Nevertheless, the proposed strategy does have some limitations. The most obvious aspect is that the proposed method is on the basis of texture information of SAR data and the very specific spectral band of optical data. For instance, human settlement extraction step does not work well or even does not work for SAR data with very coarse resolution, while optical data without near-infrared channel should switch to another solution for water body or vegetation extraction, yet seldom aircraft remote sensing sensor would be missing these commonly used bands.
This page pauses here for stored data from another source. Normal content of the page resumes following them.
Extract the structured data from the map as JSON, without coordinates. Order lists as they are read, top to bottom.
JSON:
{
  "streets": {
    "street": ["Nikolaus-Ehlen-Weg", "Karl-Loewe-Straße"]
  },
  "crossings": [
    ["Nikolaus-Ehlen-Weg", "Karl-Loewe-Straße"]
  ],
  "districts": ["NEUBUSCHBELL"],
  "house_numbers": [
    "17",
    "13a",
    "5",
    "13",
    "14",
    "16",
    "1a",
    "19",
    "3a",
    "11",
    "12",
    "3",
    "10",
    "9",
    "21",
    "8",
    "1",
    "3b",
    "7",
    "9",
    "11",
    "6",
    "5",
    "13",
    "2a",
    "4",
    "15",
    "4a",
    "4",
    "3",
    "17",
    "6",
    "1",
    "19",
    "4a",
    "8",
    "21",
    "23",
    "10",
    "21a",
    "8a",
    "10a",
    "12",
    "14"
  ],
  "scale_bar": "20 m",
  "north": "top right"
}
The other limitation is that the finally extracted results of vegetation and water body land cover types will be affected by threshold, and there should be different thresholds for different research area.

Conflicts of Interest

The authors declare that they have no conflicts of interest.


This paper is supported by the National Natural Science Foundation of China under Grants nos. 41601450 and 41401403; the Key Research Project Plan of Colleges and Universities in Henan Province (no. 16A420004), and Ph.D. Fund of Henan Polytechnic University (nos. B2015-20, B2014-018). The authors would like to give their sincere thanks to Professor Peijun Du from Nanjing University for his suggestions and Professor Paolo Gamba from University of Pavia (UNIPV), Italy, for his suggestion of this research and providing ERS and Landsat data over Pavia area.